LE BILLET D’ANGELINA : Festival, le Py(re) est à venir….

26 Sep


(Le Soulier de Satin dans la version filmée de Manuel de Olivera)

Si l’on en croit Fabien Bonnieux (La Provence), ce serait donc Olivier Py qui serait favori sur les listes de son ami et ministre Frédéric Mitterrand. Bon, pourquoi pas, lorsqu’on voit le casting de rêve qui nous était proposé : Ainsi d’Olivier Poivre-d’Arvor, frère de, mais qui s’est surtout illustré par son goût prononcé du faste « diplomatique », exprimant une envie irrépressible de prendre la direction de la Villa Medicis à Rome, poste qu’il doit encore regretter, tant le prestige de la Villa et ses réceptions « républicaines » lui auraient plus.

Autre challenger sur les rangs, l’horrible et horripilant Jean-Michel Ribes, pur produit du théâtre privé parisien, dont la notoriété usurpée n’a d’égale que la suffisance et le mépris qu’il affiche avec ostentation dans les salles de spectacles (notamment avignonnaises), allant jusqu’à se permettre de téléphoner à ses amis au cours des représentations auxquelles il est convié… Un modèle de professionnalisme, de courtoisie et de savoir-vivre !

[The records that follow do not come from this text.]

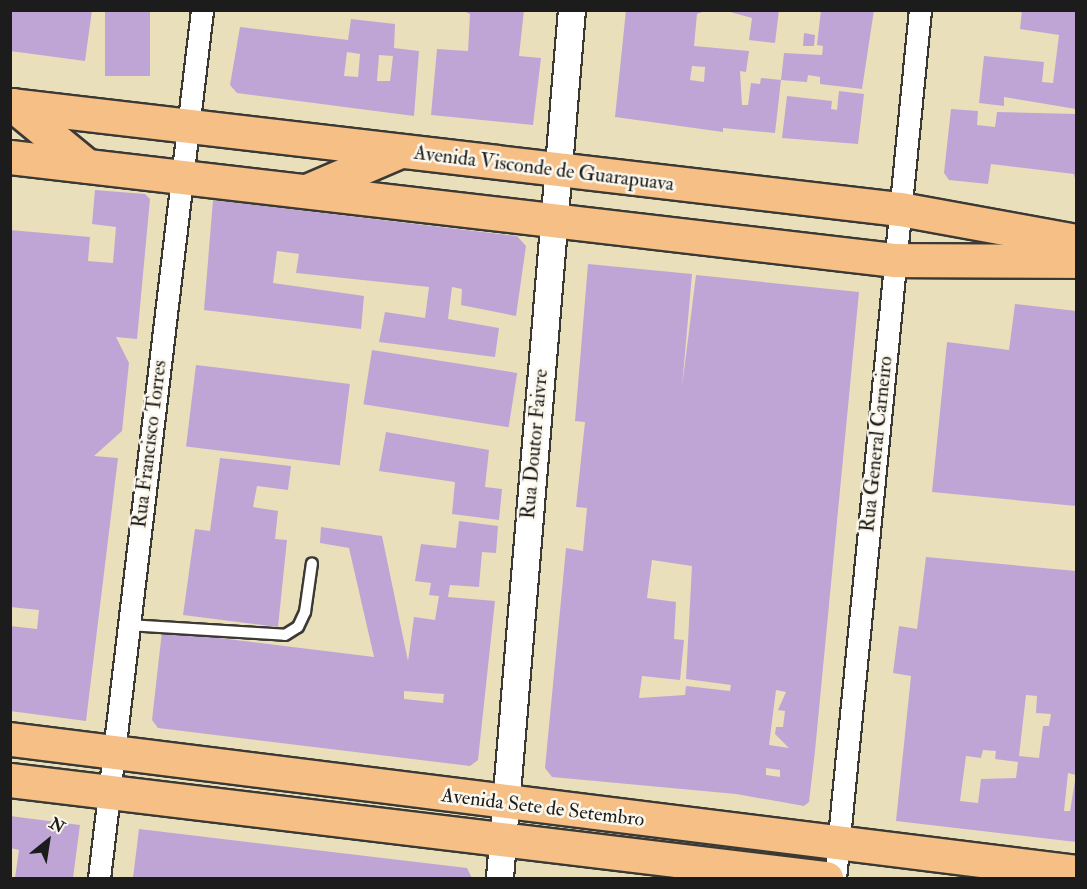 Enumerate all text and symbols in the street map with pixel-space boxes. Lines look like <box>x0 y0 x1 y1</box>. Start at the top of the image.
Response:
street label: Avenida Visconde de Guarapuava <box>413 140 675 196</box>
street label: Rua General Carneiro <box>855 355 897 533</box>
street label: Rua Francisco Torres <box>127 359 171 529</box>
street label: Rua Doutor Faivre <box>515 368 553 520</box>
street label: Avenida Sete de Setembro <box>440 783 646 831</box>
north arrow <box>18 811 78 871</box>
text: N <box>46 813 68 838</box> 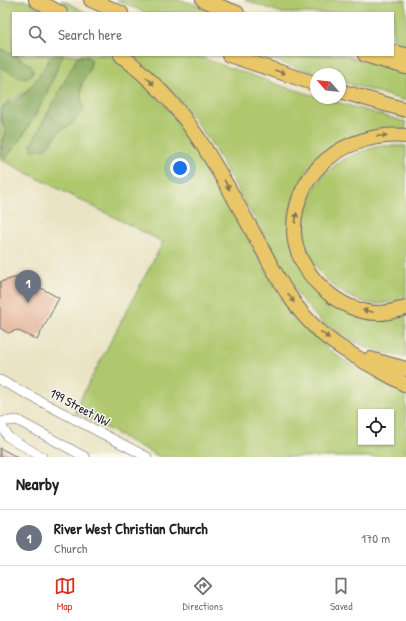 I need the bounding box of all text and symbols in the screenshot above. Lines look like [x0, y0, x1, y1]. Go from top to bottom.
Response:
search box [12, 12, 394, 56]
icon: search [26, 23, 48, 45]
text: Search here [58, 24, 122, 45]
north arrow [310, 68, 346, 104]
one-way arrow [274, 69, 286, 75]
one-way arrow [145, 76, 155, 86]
one-way arrow [376, 133, 388, 140]
your location [170, 158, 190, 178]
one-way arrow [223, 179, 230, 191]
one-way arrow [293, 212, 299, 224]
pin: 1 [15, 270, 41, 303]
one-way arrow [287, 293, 295, 303]
one-way arrow [362, 308, 374, 314]
one-way arrow [320, 331, 330, 339]
street label: 199 Street NW [47, 384, 113, 430]
map controls [358, 409, 394, 445]
button: locate [358, 409, 394, 445]
text: Nearby [16, 472, 59, 495]
text: River West Christian Church [54, 518, 207, 539]
text: 1 [27, 529, 31, 547]
text: 170 m [361, 529, 390, 547]
text: Church [54, 539, 87, 557]
tab: Map [54, 575, 76, 613]
tab: Directions [183, 575, 223, 613]
tab: Saved [330, 575, 352, 613] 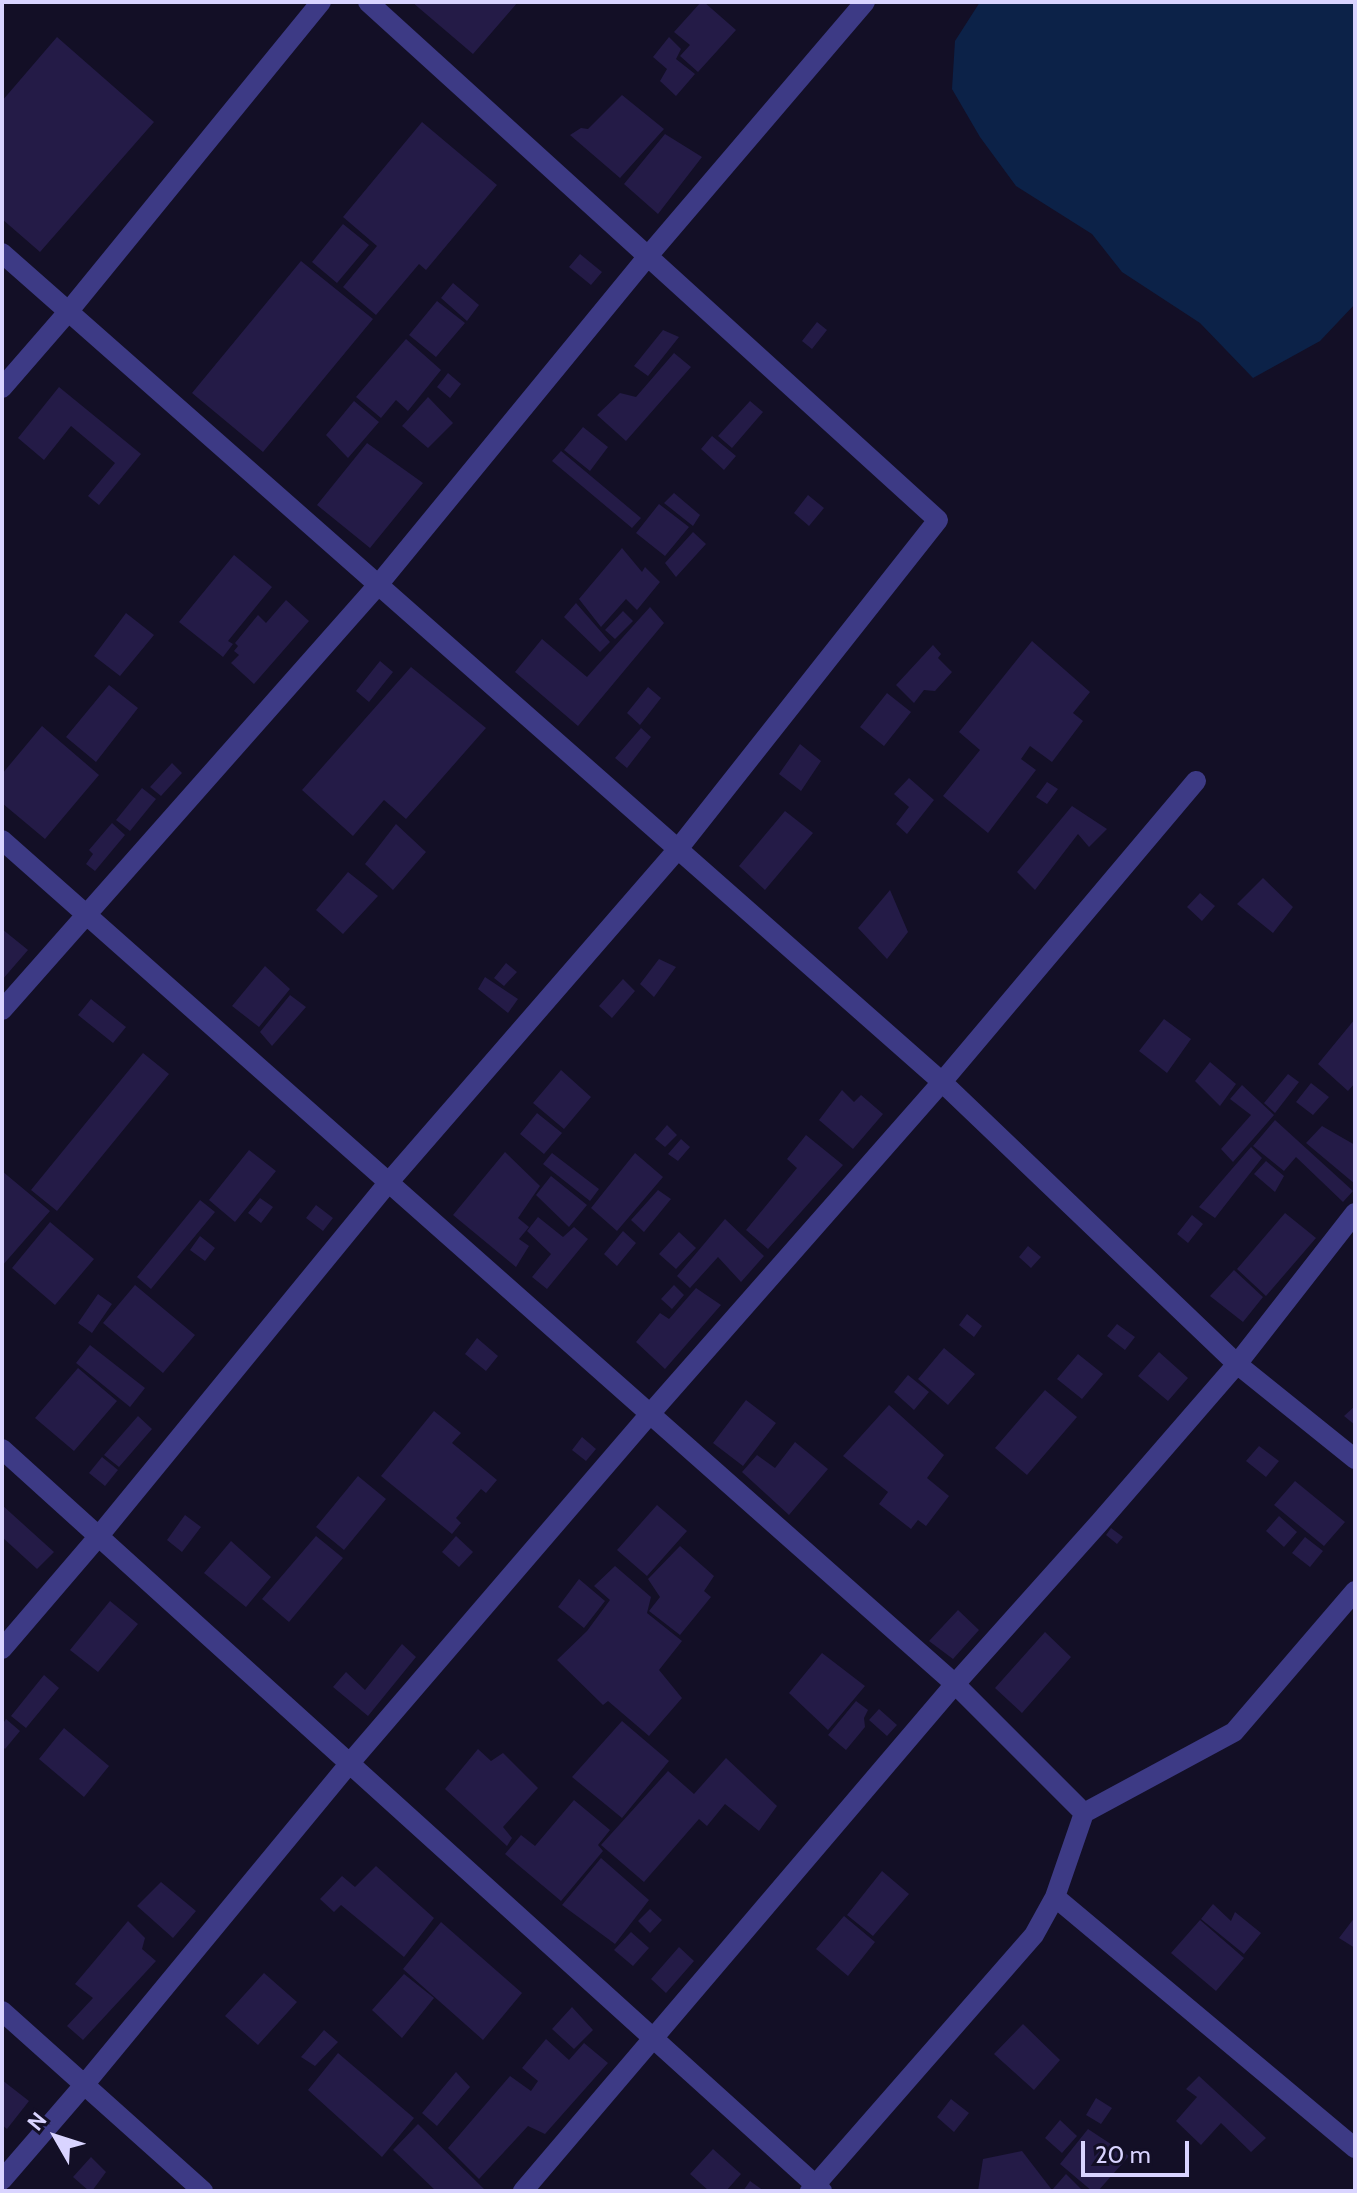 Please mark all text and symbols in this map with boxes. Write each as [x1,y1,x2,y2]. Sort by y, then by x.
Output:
north arrow [16,2097,96,2177]
text: N [22,2107,52,2136]
scale bar [1085,2125,1193,2175]
text: 20 m [1095,2140,1151,2169]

Enfin, dernière sur cette brillante pré-sélection, toujours selon La Provence, Laure Adler, à la limite notre préférée dans cette « liste » uniquement soumise aux diktats de la coterie parisianniste, nonobstant les qualités réelles de ses « lauréats ». En réalité simple répertoire courtisan, cette compilation d’heureux distingués n’a d’autre raison d’être que la satisfaction immédiate des appétits de pouvoir d’un ministre qui s’est surtout fait remarquer, jusqu’à présent, par les nominations à des postes essentiels de ses innombrables « amis », tous recrutés dans la même sphère bling-bling : Montpellier, Toulon, bientôt La Criée… Ce catalogue des « amitiés » du ministre ne cesse de se remplir de ces petites gens à qui l’on accorde des fonctions et privilèges auxquels ils ne peuvent décemment prétendre. Ainsi va la République…

Pour en revenir à notre présumé lauréat, je suppose que sa promptitude à s’immerger dans un certain répertoire bien « français » doit complaire à ses complimenteurs : Claudel, par exemple, dont le chef-d’oeuvre d’ennui qu’est le Soulier de Satin lui a valu une pluie d’éloges des bien-pensants, lecteurs assidus de Télérama ou simples nostalgiques d’un Théââtre Français. Et ne parlons pas de ses choix pour Grimm ou Offenbach (!)… Certes, Py, souvent invité de ce festival, a eu le bon goût de commettre voici quelques années en Avignon son hommage de bon aloi à Vilar, avec une préscience toute politique…

Selon certains, un metteur-en-scène, même mauvais, démago, convenu comme l’est Olivier Py, serait préférable à un quelconque technocrate. Je n’en suis pas sûre. Au moins les technocrates ont-ils le bon goût de laisser parler les artistes, et de ne pas leur piquer la place sur le devant de la scène… Mais tout cela n’est que conjectures, partialité, mauvais procès, comme dirait l’Autre… Attendons pour voir, effectivement, sachant tout de même qu’en Sarkosie, le pire est toujours à venir.